Final answer:
The student's question pertains to the uniform distribution of research paper lengths ranging from 10 to 25 pages. In this context, X represents the length of a research paper. Since the distribution is uniform, each page length from 10 to 25 is equally likely, and the expected value can be calculated as 17.5 pages.
Step-by-step explanation:
Understanding the Uniform Distribution of Research Paper Lengths
The student's question is concerned with the uniform distribution of research paper lengths in a particular class. When dealing with a uniform distribution, all outcomes in the specified range are equally likely. In the provided scenario, the length of research papers is uniformly distributed from 10 to 25 pages.
To answer part a, in words, X (the random variable) would represent the length of a research paper. For part b, we could describe the distribution of X as X~U(10,25), where U represents the uniform distribution and the numbers in the parentheses are the minimum and maximum lengths of the research papers, respectively.

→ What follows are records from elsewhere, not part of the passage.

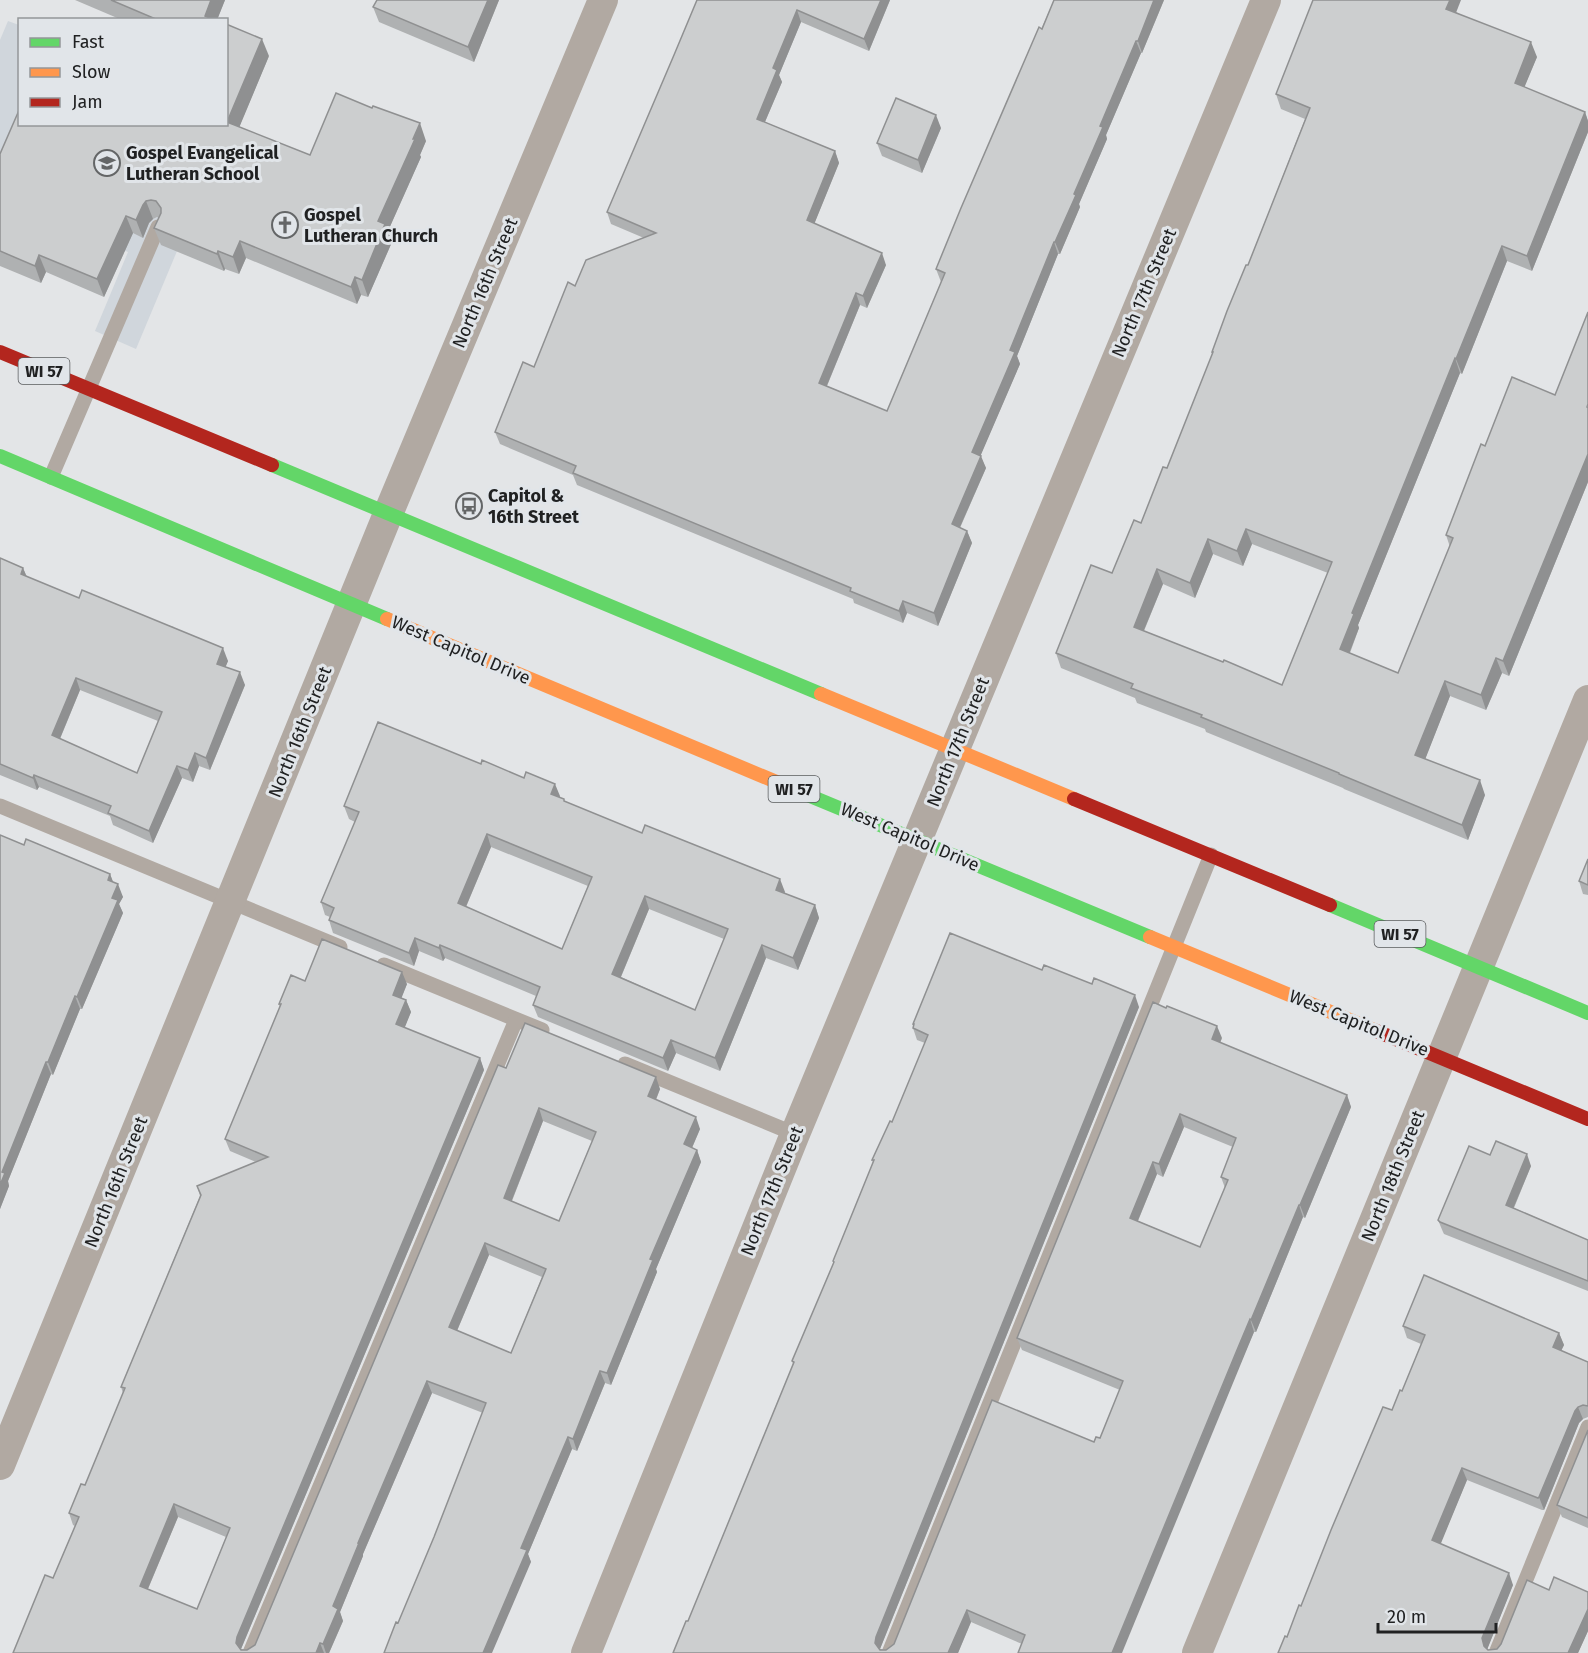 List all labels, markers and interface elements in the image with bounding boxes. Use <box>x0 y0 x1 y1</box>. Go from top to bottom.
legend <box>18 18 228 126</box>
text: Fast <box>72 31 105 53</box>
text: Slow <box>72 61 111 83</box>
text: Jam <box>72 91 103 113</box>
place label: Gospel Evangelical Lutheran School <box>126 142 279 185</box>
school or university icon: Gospel Evangelical Lutheran School <box>92 148 122 178</box>
place label: Gospel Lutheran Church <box>304 204 438 247</box>
church icon: Gospel Lutheran Church <box>270 210 300 240</box>
street label: North 16th Street <box>448 214 523 352</box>
street label: North 17th Street <box>1107 225 1181 361</box>
road number: WI 57 <box>18 358 70 384</box>
place label: Capitol & 16th Street <box>488 485 580 528</box>
bus stop icon: Capitol & 16th Street <box>454 491 484 521</box>
street label: West Capitol Drive <box>388 611 534 689</box>
street label: North 16th Street <box>264 663 337 801</box>
street label: North 17th Street <box>922 673 994 810</box>
road number: WI 57 <box>768 776 820 802</box>
street label: West Capitol Drive <box>837 798 983 876</box>
road number: WI 57 <box>1374 921 1426 947</box>
street label: West Capitol Drive <box>1286 985 1432 1061</box>
street label: North 18th Street <box>1357 1107 1430 1245</box>
street label: North 16th Street <box>80 1113 153 1251</box>
street label: North 17th Street <box>736 1122 808 1259</box>
scale bar <box>1378 1596 1496 1634</box>
text: 20 m <box>1387 1606 1426 1628</box>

As for the sample of 55 research papers, if we wanted to investigate the average length of these research papers, we would be looking at the sample mean of the distribution. Given the nature of the uniform distribution, we can also calculate the expected value of a research paper's length, which would be the average of the minimum and maximum values (10+25)/2 = 17.5 pages. However, when considering a sample, we look at the sample mean to approximate this expected value.